Saved data entries —
————————

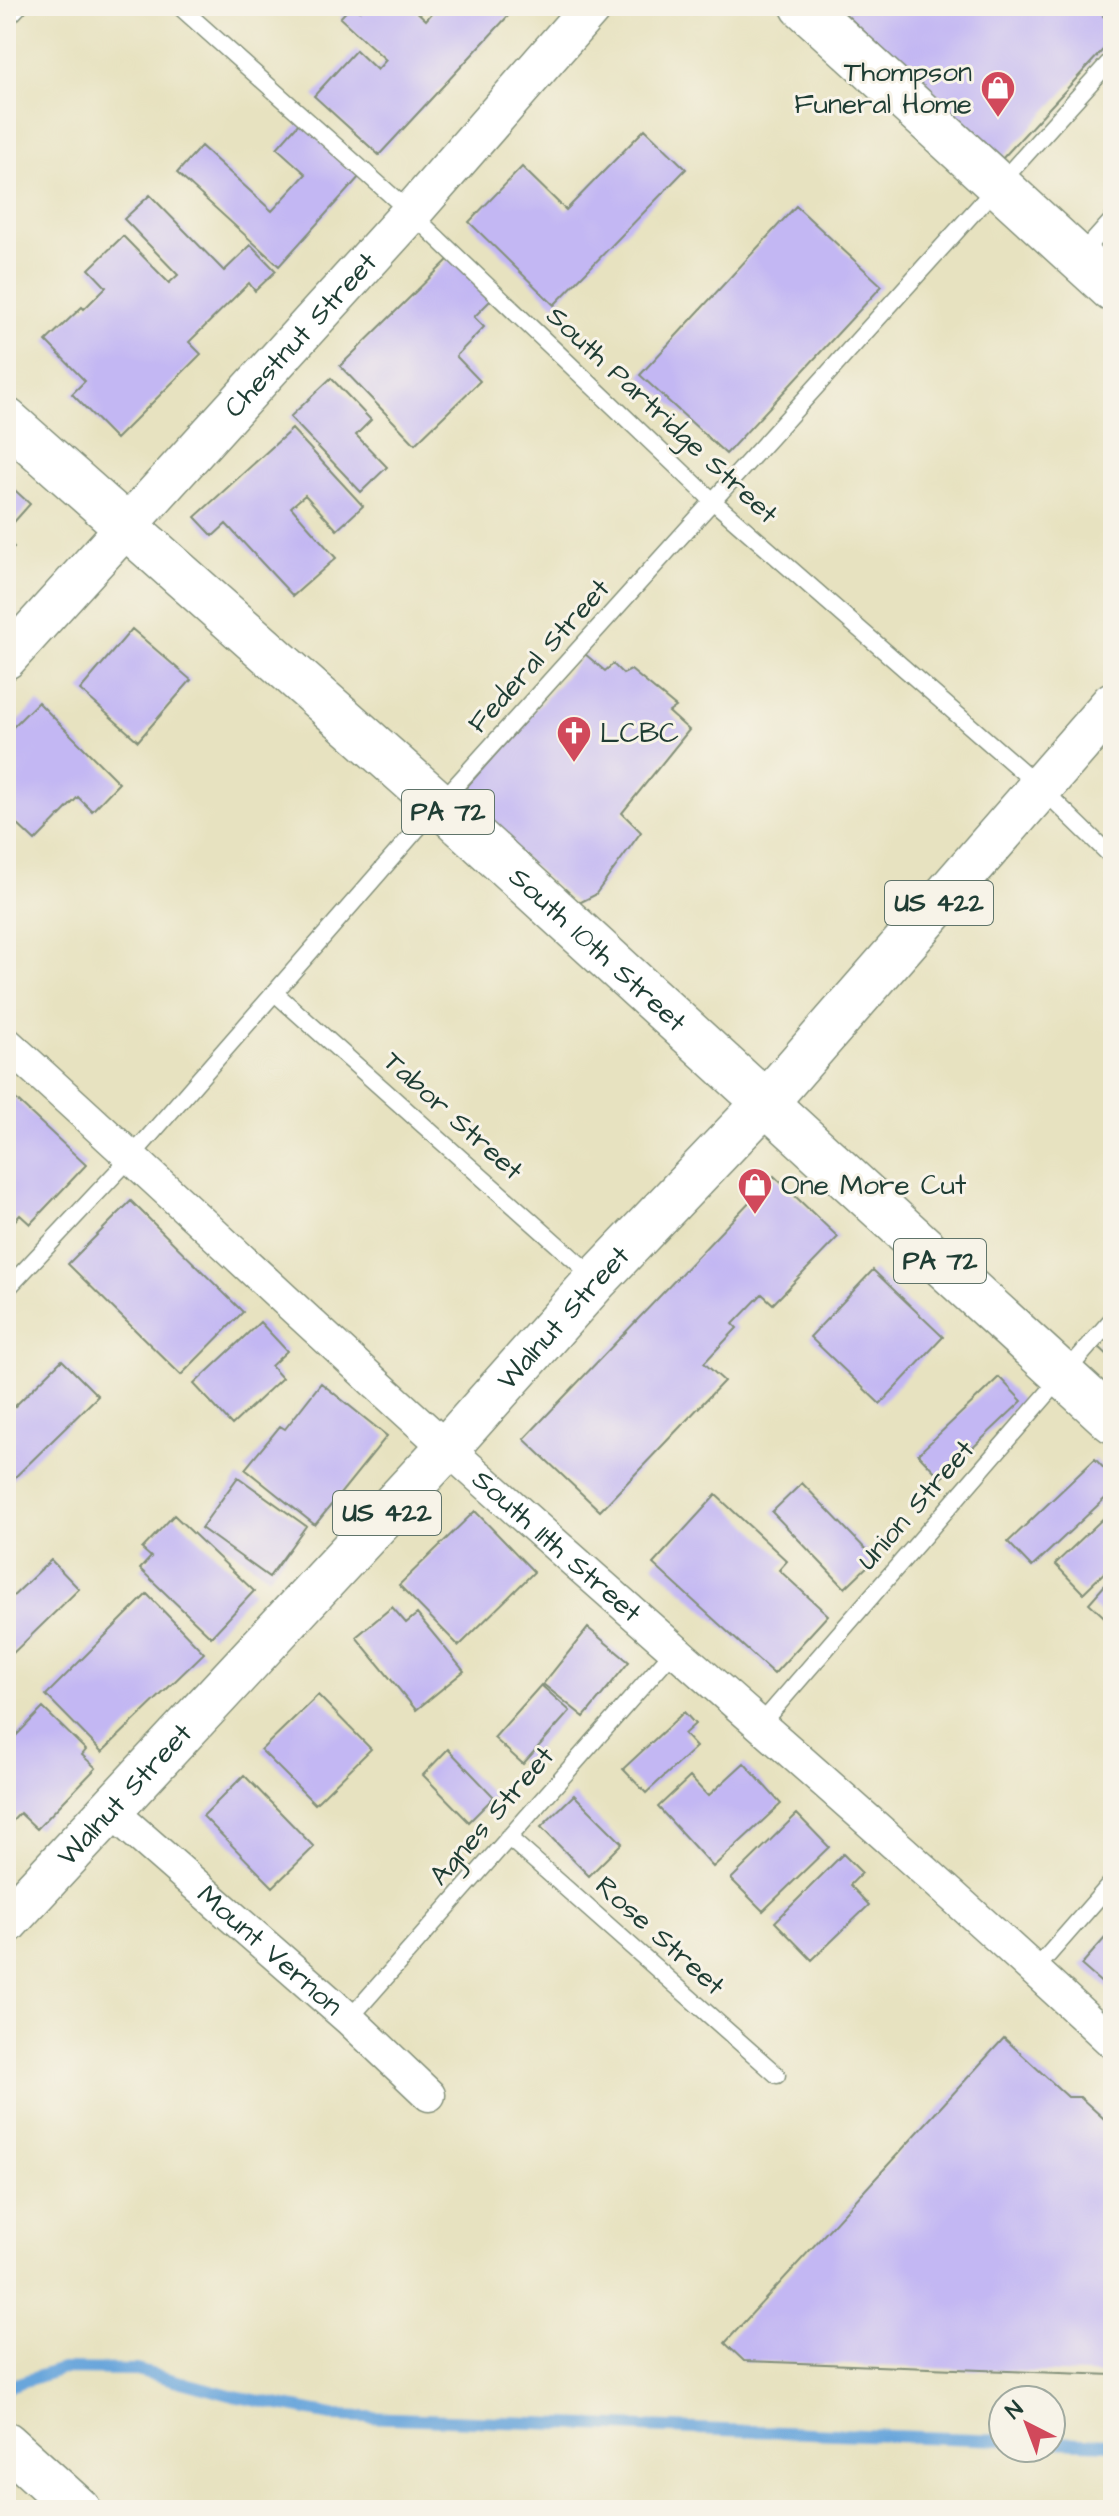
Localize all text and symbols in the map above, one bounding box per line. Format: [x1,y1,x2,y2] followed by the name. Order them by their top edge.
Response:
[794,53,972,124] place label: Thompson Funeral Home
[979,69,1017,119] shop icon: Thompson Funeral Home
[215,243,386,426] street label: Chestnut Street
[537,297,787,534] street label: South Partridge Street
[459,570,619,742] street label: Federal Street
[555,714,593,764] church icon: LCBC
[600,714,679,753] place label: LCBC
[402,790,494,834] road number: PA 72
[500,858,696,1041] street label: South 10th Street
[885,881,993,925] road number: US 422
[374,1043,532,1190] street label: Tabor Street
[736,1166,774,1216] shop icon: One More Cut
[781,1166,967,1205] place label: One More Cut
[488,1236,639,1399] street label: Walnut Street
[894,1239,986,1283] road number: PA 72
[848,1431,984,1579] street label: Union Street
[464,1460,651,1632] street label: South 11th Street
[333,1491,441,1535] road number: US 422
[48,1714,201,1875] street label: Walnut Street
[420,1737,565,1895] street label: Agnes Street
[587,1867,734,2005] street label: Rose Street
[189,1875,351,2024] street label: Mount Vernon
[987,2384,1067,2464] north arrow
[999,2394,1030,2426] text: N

————————

Goal of the exercise — Repeat each entry precisely as it appears. Leave the pictures out.

Solution —
Localize all text and symbols in the map above, one bounding box per line. Format: [x1,y1,x2,y2] followed by the name. Order them by their top edge.
Response:
[794,53,972,124] place label: Thompson Funeral Home
[979,69,1017,119] shop icon: Thompson Funeral Home
[215,243,386,426] street label: Chestnut Street
[537,297,787,534] street label: South Partridge Street
[459,570,619,742] street label: Federal Street
[555,714,593,764] church icon: LCBC
[600,714,679,753] place label: LCBC
[402,790,494,834] road number: PA 72
[500,858,696,1041] street label: South 10th Street
[885,881,993,925] road number: US 422
[374,1043,532,1190] street label: Tabor Street
[736,1166,774,1216] shop icon: One More Cut
[781,1166,967,1205] place label: One More Cut
[488,1236,639,1399] street label: Walnut Street
[894,1239,986,1283] road number: PA 72
[848,1431,984,1579] street label: Union Street
[464,1460,651,1632] street label: South 11th Street
[333,1491,441,1535] road number: US 422
[48,1714,201,1875] street label: Walnut Street
[420,1737,565,1895] street label: Agnes Street
[587,1867,734,2005] street label: Rose Street
[189,1875,351,2024] street label: Mount Vernon
[987,2384,1067,2464] north arrow
[999,2394,1030,2426] text: N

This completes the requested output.